#### EXERCISE GOAL:
What you return should match every record exactly, with the images removed.

[Source records]
━━━
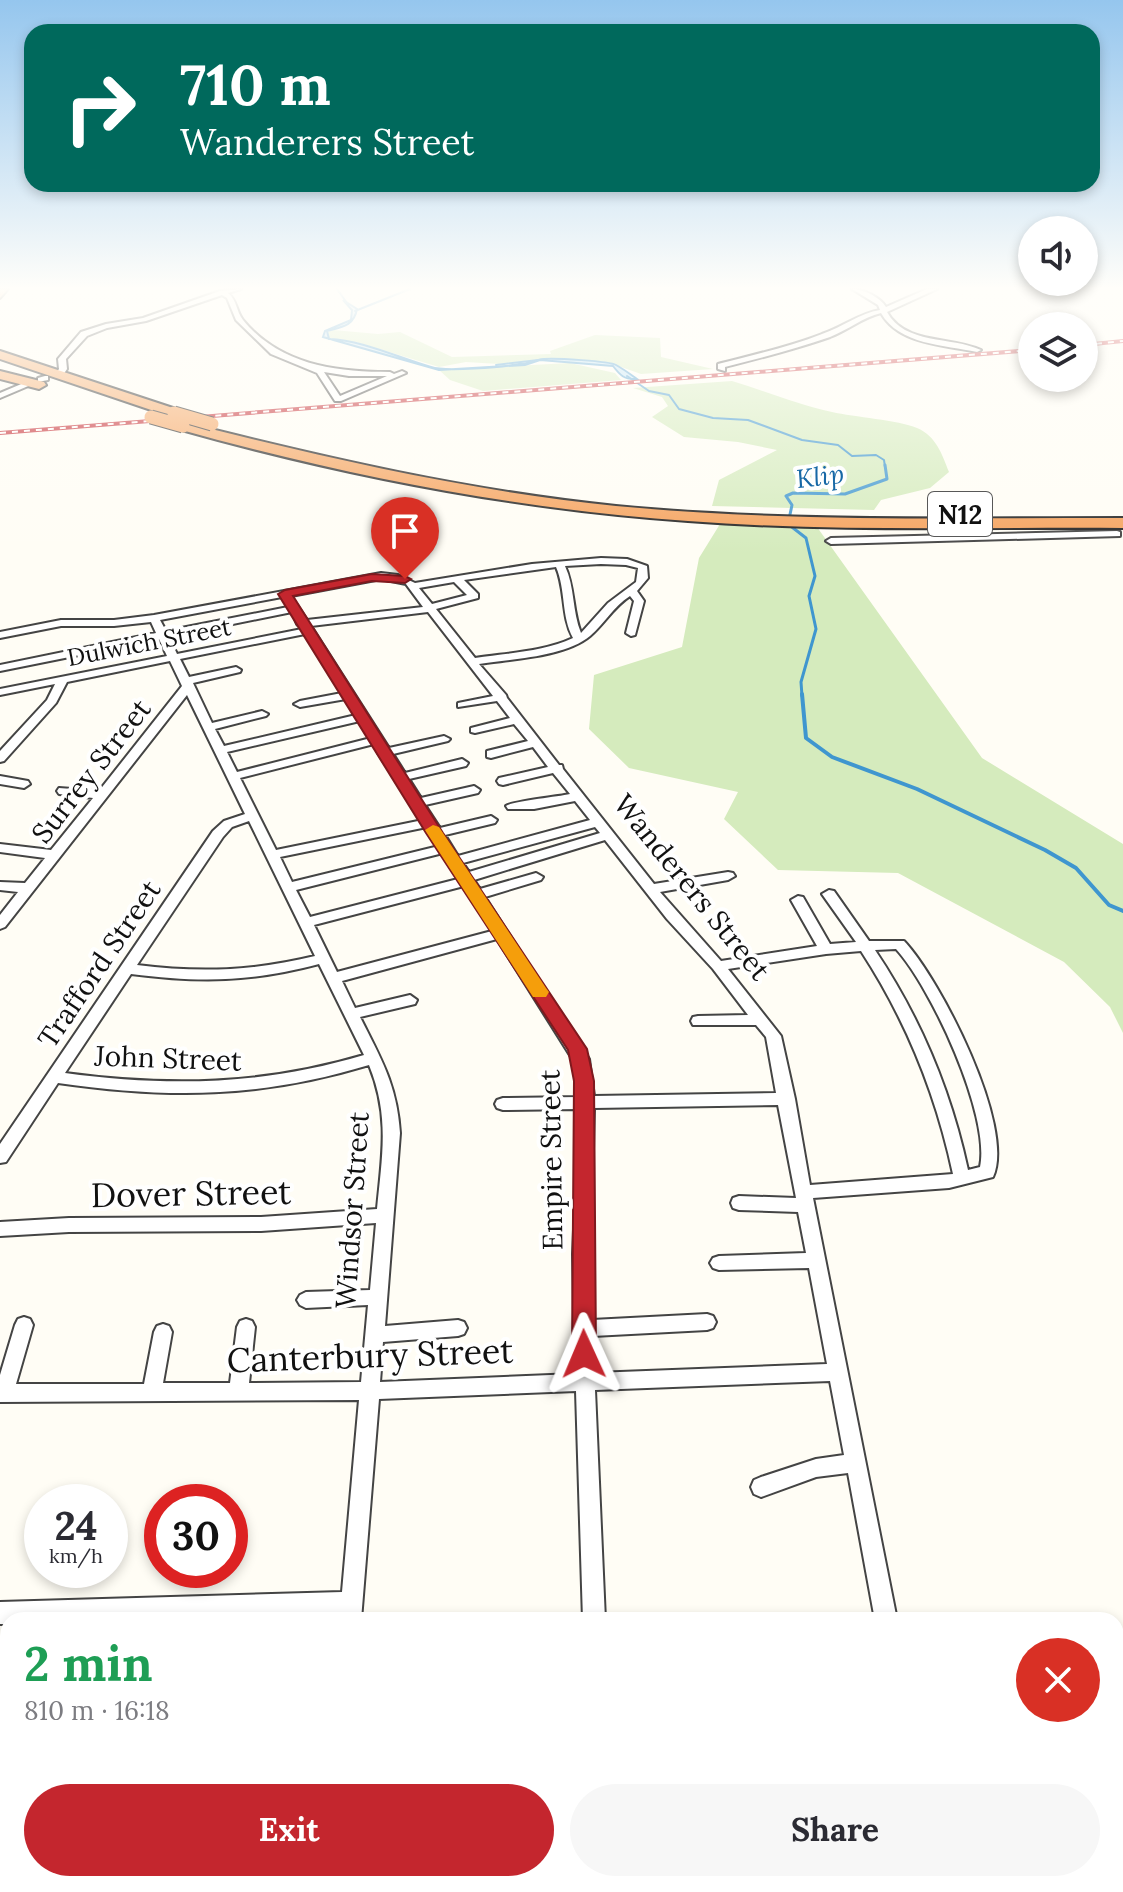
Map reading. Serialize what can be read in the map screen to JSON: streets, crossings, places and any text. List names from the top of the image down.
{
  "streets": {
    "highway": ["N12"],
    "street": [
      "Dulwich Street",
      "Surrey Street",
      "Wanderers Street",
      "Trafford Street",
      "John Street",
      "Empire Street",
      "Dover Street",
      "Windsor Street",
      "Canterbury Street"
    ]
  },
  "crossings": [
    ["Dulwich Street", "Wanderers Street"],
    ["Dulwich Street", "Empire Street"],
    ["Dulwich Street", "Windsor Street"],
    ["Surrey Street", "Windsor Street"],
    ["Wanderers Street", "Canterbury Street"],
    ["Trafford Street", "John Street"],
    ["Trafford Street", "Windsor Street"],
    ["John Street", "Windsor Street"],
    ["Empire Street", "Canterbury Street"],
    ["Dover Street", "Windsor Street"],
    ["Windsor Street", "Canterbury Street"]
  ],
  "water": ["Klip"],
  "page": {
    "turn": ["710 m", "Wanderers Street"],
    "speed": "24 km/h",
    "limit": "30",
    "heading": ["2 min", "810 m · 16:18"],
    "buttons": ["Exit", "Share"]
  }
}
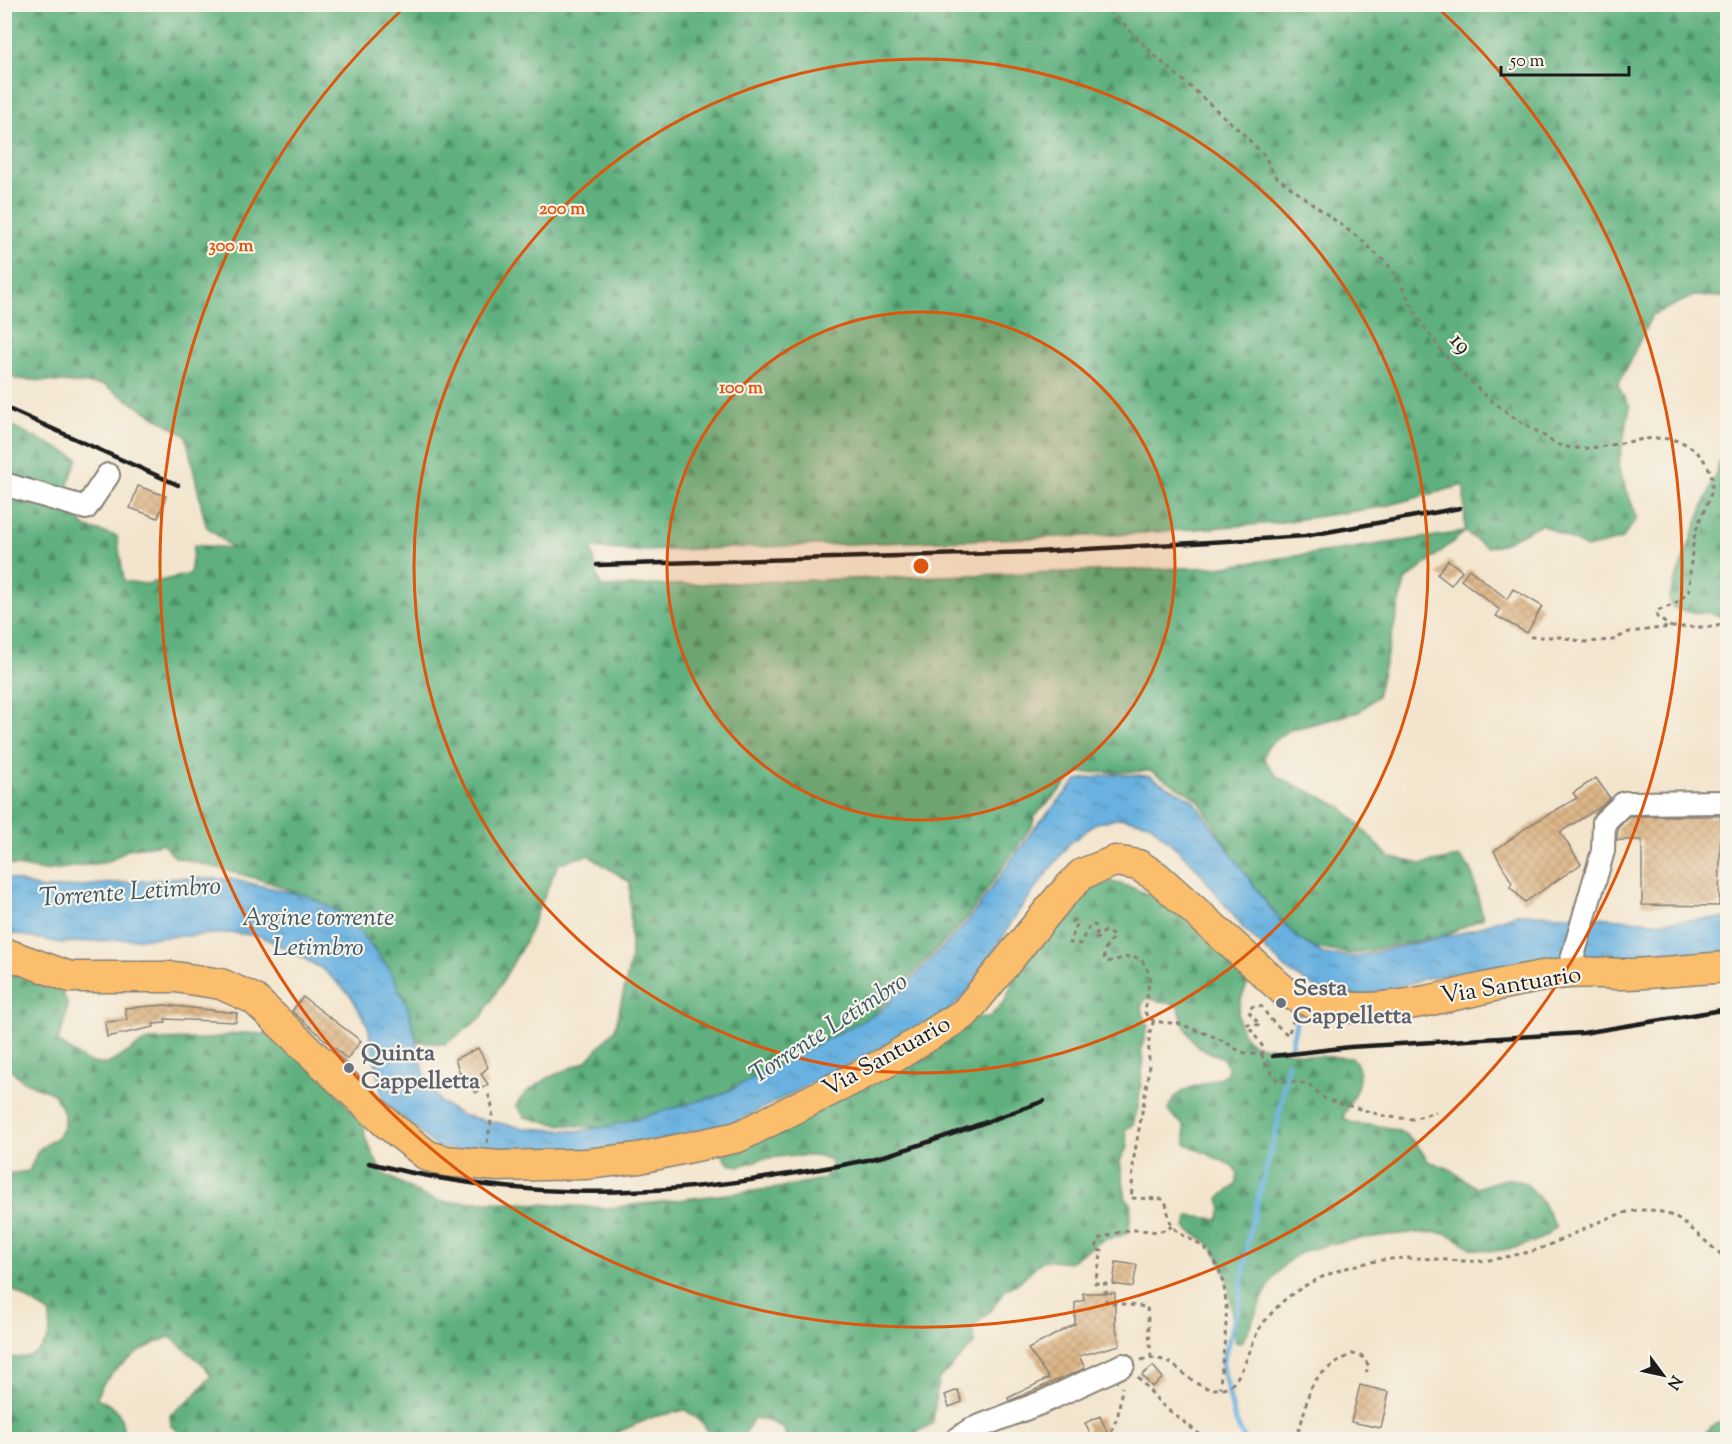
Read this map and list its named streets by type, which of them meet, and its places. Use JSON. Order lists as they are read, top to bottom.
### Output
━━━
#### WRITTEN RESPONSE:
Map reading. Serialize what can be read in the map screen to JSON: streets, crossings, places and any text. List names from the top of the image down.
{
  "streets": {
    "highway": ["N12"],
    "street": [
      "Dulwich Street",
      "Surrey Street",
      "Wanderers Street",
      "Trafford Street",
      "John Street",
      "Empire Street",
      "Dover Street",
      "Windsor Street",
      "Canterbury Street"
    ]
  },
  "crossings": [
    ["Dulwich Street", "Wanderers Street"],
    ["Dulwich Street", "Empire Street"],
    ["Dulwich Street", "Windsor Street"],
    ["Surrey Street", "Windsor Street"],
    ["Wanderers Street", "Canterbury Street"],
    ["Trafford Street", "John Street"],
    ["Trafford Street", "Windsor Street"],
    ["John Street", "Windsor Street"],
    ["Empire Street", "Canterbury Street"],
    ["Dover Street", "Windsor Street"],
    ["Windsor Street", "Canterbury Street"]
  ],
  "water": ["Klip"],
  "page": {
    "turn": ["710 m", "Wanderers Street"],
    "speed": "24 km/h",
    "limit": "30",
    "heading": ["2 min", "810 m · 16:18"],
    "buttons": ["Exit", "Share"]
  }
}
Read this map and list its named streets by type, which of them meet, and its places. Use JSON. Order lists as they are read, top to bottom.
### Output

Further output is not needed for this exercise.